Cuando hablamos de depredación, del latín “depraedationis”, nos referimos a la acción y al efecto del verbo depredar, palabra integrada por el prefijo “de” que indica una dirección descendente, y por “praeda” con el significado de “presa”.

La depredación sucede en el mundo animal, cuando un individuo carnívoro, con fines de alimentación, caza a otro de diferente especie, contribuyendo a la selección y al balance natural, impidiendo el agotamiento de los recursos; aunque sea extremadamente cruel, pues los débiles sucumben ante los fuertes, a pesar de que las presas puedan estar dotadas de ciertos mecanismos físicos o químicos de defensa, como por ejemplo las espinas del puercoespín, el caparazón de la tortuga, la velocidad de la liebre o el cambio de color del camaleón que le permite pasar desapercibido. Los depredadores, al ser superiores en medios, cuentan con atributos poderosos que les facilitan el ataque: velocidad, agudeza visual, dientes afilados, garras, etcétera.
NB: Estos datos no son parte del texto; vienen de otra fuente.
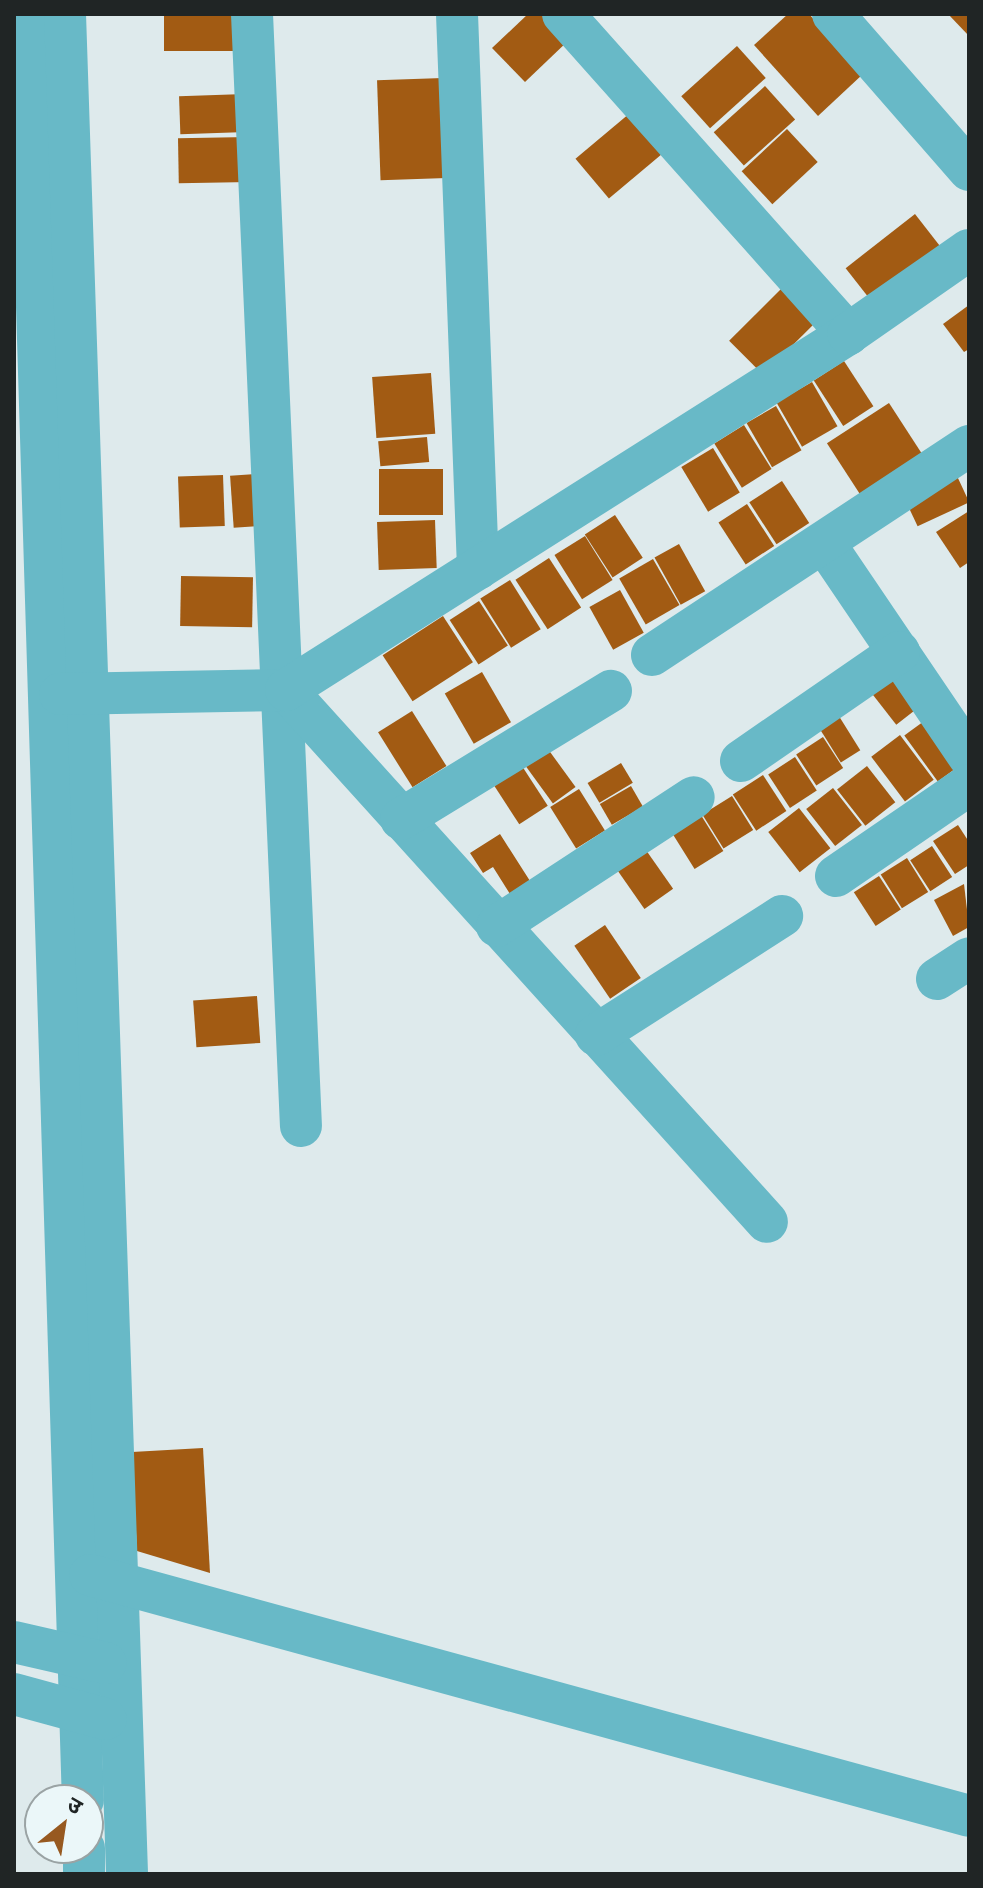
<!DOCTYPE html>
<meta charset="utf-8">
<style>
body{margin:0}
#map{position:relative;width:983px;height:1888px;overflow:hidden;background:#deeaec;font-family:Manrope,"Noto Sans Devanagari",sans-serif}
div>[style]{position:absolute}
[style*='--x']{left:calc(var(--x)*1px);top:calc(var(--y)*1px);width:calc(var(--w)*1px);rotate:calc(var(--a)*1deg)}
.building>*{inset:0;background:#a25b13;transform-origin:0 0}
.minor>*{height:42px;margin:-21px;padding:0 21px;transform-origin:21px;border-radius:21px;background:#68b9c7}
span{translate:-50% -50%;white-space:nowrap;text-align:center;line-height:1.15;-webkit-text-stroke:8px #ebf7f9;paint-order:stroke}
.frame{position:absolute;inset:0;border:16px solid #202525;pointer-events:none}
.north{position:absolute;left:24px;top:1784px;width:80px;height:80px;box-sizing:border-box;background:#ebf7f9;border:2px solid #9aa3a4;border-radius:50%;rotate:30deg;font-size:22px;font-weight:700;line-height:32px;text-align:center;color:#202525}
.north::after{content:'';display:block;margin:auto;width:28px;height:36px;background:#975920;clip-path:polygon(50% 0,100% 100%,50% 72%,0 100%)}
</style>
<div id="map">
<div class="building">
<i style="left:164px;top:14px;width:69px;height:37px"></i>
<i style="clip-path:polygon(528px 14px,545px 14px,570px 39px,525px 82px,492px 48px)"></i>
<i style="clip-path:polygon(788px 14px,809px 14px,863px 74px,818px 116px,754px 45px)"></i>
<i style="clip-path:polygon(948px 14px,969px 14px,969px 36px)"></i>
<i style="left:737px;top:46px;width:43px;height:75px;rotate:48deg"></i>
<i style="left:443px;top:78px;width:100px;height:66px;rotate:88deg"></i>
<i style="left:765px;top:86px;width:45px;height:69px;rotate:48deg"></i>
<i style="left:245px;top:94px;width:38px;height:66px;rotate:88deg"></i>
<i style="left:636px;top:108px;width:52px;height:79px;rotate:50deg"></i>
<i style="left:787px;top:129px;width:45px;height:62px;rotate:47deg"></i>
<i style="left:249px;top:137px;width:45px;height:71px;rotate:89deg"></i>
<i style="left:915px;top:214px;width:43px;height:88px;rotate:52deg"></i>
<i style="left:785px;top:285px;width:48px;height:79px;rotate:45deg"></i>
<i style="clip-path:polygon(969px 305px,969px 349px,964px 352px,943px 324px)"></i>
<i style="left:844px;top:361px;width:54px;height:36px;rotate:57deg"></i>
<i style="left:431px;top:373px;width:61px;height:59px;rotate:86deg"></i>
<i style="left:812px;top:382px;width:51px;height:41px;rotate:60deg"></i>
<i style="left:889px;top:403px;width:67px;height:74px;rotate:57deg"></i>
<i style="left:776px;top:406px;width:51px;height:34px;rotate:60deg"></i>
<i style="left:744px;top:425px;width:52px;height:35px;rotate:58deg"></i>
<i style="left:427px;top:437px;width:25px;height:49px;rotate:85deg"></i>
<i style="left:713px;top:448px;width:52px;height:37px;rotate:59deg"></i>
<i style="left:379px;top:469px;width:64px;height:46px"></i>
<i style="left:256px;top:474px;width:52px;height:26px;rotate:86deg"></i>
<i style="left:223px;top:475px;width:51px;height:45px;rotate:88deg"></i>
<i style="left:957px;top:476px;width:29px;height:57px;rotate:65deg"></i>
<i style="left:782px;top:481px;width:50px;height:39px;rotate:57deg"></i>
<i style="left:747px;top:504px;width:50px;height:34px;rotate:57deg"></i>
<i style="clip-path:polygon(969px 511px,969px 562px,960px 568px,936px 532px)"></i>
<i style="left:615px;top:515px;width:51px;height:36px;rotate:57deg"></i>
<i style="left:435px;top:520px;width:48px;height:58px;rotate:88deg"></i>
<i style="left:585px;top:536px;width:52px;height:36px;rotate:58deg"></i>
<i style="left:679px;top:544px;width:54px;height:28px;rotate:61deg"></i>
<i style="left:549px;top:558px;width:59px;height:40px;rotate:57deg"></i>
<i style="left:653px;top:559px;width:53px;height:39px;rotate:60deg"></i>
<i style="left:181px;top:576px;width:72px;height:50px;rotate:1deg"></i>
<i style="left:510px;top:580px;width:58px;height:35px;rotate:58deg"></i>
<i style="left:620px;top:590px;width:49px;height:35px;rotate:61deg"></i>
<i style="left:479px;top:601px;width:53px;height:35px;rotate:57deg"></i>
<i style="left:443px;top:616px;width:55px;height:72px;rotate:57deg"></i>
<i style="left:903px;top:670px;width:39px;height:39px;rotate:52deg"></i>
<i style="left:482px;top:672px;width:58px;height:43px;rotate:60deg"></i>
<i style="left:412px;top:711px;width:65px;height:40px;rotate:58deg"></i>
<i style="left:837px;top:713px;width:44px;height:23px;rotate:58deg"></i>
<i style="left:931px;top:716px;width:57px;height:33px;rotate:54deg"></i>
<i style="left:900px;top:735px;width:56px;height:36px;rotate:53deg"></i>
<i style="left:823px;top:737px;width:37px;height:32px;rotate:57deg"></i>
<i style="left:545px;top:745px;width:52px;height:28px;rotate:54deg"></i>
<i style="left:795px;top:757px;width:40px;height:32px;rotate:57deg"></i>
<i style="left:520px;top:763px;width:51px;height:34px;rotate:57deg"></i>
<i style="left:621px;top:763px;width:23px;height:39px;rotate:59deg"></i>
<i style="left:867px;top:766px;width:46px;height:38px;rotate:52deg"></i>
<i style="left:763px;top:775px;width:43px;height:36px;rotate:57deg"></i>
<i style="left:631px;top:786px;width:24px;height:36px;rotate:60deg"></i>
<i style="left:833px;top:788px;width:47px;height:34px;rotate:52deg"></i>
<i style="left:579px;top:789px;width:49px;height:34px;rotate:58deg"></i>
<i style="left:732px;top:796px;width:40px;height:35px;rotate:58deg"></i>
<i style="left:799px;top:808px;width:51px;height:39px;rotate:52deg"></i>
<i style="left:699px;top:812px;width:46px;height:34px;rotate:58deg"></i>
<i style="clip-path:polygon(958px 825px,969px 842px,969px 865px,955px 874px,933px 841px)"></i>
<i style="clip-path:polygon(500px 834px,530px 881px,510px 894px,493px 867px,483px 873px,470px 853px)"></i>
<i style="left:641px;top:843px;width:56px;height:35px;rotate:55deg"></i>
<i style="left:932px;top:846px;width:37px;height:26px;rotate:57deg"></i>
<i style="left:907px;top:858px;width:40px;height:31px;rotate:58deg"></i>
<i style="left:879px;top:876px;width:40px;height:30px;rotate:57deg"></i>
<i style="clip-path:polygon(964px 884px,969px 927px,953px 936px,934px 900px)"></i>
<i style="left:605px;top:925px;width:64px;height:37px;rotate:56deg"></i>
<i style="left:257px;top:996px;width:47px;height:64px;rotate:86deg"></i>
<i style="clip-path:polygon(203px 1448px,210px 1573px,137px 1551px,132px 1452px)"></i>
</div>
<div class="minor">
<i style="--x:28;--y:14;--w:1787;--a:88.24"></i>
<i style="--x:65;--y:14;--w:1861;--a:88.09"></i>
<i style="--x:252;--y:14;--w:1113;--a:87.48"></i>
<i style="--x:457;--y:14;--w:555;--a:87.83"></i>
<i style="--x:563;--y:14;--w:429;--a:48.3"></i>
<i style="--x:833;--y:14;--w:207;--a:48.9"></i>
<i style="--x:825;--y:544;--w:257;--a:55.9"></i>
<i style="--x:652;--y:655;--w:380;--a:-33.4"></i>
<i style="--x:286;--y:690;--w:717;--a:47.88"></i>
<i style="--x:60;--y:694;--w:226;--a:-1"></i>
<i style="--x:286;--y:690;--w:665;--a:-32.35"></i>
<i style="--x:848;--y:334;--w:147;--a:-34.8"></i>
<i style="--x:741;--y:761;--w:192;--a:-34.6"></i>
<i style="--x:401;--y:819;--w:246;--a:-31.4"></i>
<i style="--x:836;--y:876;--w:161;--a:-34.4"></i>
<i style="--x:497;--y:926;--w:235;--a:-33.2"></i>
<i style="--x:937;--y:979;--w:38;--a:-33"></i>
<i style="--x:596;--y:1035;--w:221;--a:-32.6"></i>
<i style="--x:90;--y:1575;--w:911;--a:15.33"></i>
<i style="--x:14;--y:1642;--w:94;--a:12.9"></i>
<i style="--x:14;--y:1694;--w:95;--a:15.2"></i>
<i style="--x:84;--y:1848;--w:26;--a:90"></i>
</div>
<div class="frame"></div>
<div class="north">उ</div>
</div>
Al ocurrir entre especies distintas se dice que esta relación es interespecífica.

Concepto de depredación

No todos los depredadores pueden sentirse seguros, ya que otros, más poderosos que ellos, pueden convertirlos en sus presas.
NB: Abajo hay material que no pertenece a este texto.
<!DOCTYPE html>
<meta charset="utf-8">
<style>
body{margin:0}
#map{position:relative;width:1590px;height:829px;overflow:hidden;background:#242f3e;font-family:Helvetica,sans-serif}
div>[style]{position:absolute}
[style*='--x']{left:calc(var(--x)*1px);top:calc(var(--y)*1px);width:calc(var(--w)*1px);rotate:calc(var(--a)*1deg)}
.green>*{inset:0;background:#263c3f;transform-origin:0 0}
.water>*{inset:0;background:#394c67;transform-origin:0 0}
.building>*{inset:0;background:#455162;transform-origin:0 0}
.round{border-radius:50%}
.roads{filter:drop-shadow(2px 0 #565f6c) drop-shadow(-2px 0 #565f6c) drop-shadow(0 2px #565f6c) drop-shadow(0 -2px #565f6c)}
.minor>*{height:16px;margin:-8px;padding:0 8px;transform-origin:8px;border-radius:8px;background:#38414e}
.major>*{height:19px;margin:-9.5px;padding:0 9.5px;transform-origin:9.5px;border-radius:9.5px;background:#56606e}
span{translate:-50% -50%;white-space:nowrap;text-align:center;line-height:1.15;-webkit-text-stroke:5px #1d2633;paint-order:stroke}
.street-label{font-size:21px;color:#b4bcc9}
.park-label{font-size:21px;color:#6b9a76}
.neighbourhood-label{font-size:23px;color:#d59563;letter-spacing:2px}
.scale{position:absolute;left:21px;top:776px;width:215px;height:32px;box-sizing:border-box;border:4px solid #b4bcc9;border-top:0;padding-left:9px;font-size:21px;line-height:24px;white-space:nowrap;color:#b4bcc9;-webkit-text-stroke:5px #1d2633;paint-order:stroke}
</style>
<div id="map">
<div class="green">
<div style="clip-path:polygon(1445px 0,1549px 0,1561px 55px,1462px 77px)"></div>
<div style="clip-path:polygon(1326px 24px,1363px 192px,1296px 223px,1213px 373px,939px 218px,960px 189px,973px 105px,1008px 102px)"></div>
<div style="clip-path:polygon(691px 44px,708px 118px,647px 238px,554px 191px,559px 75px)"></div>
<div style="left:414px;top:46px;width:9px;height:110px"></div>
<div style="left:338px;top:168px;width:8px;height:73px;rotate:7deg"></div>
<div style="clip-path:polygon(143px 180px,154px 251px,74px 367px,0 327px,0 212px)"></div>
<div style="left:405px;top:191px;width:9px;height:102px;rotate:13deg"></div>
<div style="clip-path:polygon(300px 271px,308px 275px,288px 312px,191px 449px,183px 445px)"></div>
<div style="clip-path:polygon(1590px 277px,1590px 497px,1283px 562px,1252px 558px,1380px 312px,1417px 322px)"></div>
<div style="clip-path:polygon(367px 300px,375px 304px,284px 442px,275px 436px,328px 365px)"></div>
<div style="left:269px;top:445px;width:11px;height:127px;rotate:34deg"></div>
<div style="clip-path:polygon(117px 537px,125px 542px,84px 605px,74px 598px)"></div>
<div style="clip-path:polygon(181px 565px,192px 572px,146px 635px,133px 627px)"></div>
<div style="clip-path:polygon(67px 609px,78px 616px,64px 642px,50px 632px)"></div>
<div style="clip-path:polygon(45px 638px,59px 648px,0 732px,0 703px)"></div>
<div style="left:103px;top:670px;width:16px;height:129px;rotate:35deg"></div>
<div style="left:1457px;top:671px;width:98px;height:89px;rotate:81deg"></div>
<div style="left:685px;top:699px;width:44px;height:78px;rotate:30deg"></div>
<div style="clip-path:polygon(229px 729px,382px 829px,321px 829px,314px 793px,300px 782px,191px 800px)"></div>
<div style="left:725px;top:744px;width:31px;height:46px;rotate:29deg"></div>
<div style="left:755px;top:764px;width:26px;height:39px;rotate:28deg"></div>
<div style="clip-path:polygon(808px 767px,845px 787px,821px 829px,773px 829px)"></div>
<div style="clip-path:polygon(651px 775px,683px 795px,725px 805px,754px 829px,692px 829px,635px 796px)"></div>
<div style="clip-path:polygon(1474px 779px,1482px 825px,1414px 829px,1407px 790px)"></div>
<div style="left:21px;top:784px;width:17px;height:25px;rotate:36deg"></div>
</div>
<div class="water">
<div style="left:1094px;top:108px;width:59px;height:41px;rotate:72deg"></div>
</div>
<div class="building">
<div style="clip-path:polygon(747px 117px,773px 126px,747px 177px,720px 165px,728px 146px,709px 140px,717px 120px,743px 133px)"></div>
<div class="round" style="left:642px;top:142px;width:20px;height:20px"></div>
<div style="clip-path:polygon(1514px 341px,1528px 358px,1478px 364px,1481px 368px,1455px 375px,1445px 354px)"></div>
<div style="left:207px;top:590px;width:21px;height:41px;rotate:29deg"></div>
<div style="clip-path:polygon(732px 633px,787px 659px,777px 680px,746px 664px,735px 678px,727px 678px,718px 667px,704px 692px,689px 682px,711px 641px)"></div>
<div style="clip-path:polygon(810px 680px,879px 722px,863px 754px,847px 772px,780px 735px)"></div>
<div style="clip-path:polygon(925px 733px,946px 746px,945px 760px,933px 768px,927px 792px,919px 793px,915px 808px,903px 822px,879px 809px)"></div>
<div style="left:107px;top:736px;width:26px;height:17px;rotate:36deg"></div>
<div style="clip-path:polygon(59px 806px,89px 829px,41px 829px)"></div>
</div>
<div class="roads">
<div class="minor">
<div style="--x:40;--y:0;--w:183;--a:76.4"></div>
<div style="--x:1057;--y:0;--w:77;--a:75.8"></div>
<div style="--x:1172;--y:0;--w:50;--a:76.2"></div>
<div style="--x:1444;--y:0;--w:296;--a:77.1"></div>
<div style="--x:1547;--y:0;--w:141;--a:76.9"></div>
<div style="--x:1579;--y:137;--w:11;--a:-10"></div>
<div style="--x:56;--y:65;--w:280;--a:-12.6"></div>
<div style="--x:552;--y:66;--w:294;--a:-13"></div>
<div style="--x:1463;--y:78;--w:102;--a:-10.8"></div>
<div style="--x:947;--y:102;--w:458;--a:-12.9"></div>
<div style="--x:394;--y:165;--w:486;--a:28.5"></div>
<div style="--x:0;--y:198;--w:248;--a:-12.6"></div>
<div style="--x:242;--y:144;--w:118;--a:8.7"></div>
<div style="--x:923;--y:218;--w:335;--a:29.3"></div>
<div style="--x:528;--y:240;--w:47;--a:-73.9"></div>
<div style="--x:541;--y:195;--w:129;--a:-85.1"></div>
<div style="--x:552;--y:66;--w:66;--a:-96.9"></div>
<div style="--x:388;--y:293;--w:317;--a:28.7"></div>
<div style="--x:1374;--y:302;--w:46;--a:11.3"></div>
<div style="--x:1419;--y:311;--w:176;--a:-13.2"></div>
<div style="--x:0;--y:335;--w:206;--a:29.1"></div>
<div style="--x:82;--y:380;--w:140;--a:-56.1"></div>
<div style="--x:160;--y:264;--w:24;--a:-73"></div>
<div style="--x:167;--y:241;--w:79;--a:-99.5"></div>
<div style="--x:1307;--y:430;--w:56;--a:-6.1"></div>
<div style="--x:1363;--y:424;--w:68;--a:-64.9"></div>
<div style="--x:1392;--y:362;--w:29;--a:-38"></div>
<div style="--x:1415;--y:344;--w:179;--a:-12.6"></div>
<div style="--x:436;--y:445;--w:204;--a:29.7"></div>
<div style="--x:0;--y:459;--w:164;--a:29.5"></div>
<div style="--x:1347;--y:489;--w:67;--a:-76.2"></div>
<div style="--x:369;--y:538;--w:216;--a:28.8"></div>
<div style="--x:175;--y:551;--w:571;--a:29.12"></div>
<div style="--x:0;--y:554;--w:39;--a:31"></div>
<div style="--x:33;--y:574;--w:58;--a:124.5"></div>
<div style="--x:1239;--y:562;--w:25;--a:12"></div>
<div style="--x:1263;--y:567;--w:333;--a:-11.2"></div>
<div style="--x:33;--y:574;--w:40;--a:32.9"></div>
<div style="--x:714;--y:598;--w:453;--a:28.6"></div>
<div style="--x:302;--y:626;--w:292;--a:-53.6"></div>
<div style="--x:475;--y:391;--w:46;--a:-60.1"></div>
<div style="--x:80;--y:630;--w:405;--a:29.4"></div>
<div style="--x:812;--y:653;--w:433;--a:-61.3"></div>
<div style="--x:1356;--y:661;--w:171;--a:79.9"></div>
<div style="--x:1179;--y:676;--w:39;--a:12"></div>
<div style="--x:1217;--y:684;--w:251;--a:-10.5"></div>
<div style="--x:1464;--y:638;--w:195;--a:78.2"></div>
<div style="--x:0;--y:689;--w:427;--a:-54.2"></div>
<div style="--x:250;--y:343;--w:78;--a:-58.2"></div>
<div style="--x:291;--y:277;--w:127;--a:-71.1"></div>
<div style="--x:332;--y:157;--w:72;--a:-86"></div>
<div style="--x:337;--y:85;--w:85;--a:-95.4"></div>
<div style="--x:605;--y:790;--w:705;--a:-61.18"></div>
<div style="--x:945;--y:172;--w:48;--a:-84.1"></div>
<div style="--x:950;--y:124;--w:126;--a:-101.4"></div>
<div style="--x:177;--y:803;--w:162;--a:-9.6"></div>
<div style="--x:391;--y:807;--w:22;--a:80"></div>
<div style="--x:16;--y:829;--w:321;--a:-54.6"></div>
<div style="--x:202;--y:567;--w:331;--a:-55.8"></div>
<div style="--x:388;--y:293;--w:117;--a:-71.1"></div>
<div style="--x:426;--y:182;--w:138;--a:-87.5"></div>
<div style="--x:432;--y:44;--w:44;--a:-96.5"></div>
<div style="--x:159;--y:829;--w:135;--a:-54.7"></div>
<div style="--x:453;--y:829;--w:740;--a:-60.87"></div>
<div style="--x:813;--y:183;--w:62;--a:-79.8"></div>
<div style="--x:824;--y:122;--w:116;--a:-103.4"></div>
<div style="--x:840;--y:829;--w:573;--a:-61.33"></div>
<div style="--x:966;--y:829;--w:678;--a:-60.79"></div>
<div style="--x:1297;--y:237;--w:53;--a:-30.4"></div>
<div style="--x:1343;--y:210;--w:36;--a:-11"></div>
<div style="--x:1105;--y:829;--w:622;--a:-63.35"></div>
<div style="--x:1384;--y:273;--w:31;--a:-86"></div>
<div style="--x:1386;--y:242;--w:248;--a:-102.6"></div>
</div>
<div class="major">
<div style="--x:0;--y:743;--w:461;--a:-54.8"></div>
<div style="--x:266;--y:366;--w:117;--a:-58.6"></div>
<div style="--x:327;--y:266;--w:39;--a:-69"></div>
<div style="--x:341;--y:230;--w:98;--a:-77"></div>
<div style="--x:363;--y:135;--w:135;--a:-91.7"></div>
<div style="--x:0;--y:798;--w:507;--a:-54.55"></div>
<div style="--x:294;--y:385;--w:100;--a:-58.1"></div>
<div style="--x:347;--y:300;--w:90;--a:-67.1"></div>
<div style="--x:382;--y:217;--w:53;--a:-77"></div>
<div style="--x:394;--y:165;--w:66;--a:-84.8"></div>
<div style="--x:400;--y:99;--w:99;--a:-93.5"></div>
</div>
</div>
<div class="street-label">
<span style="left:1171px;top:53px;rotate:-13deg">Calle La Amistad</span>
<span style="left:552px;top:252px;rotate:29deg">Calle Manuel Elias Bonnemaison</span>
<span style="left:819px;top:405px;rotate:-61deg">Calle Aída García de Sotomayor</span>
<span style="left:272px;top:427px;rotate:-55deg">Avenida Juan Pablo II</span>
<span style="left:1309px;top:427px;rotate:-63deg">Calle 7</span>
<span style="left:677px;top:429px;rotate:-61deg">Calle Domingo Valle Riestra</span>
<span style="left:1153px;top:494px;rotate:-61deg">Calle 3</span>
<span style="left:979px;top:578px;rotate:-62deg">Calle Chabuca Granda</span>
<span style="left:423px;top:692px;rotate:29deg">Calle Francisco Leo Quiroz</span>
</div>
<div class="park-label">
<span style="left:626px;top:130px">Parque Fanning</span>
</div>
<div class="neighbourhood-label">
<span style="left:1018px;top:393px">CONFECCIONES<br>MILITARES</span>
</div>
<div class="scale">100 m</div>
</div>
Depredación, en el sentido de saquear, matar y arrasar con algo, se aplica especialmente en la especie humana, para designar el apetito voraz con el que algunos, con fines económicos o sólo por hacer daño, lo que le resulta divertido, como el caso de los que cazan como supuesto deporte, exterminan recursos naturales, e incluso dañan a otras personas, como el caso de aquellos ladrones que asesinan gente solo para robarles o como sucede en las guerras. El ser humano es reconocido como el máximo depredador del planeta y el que está poniendo en serio riesgo el medio ambiente.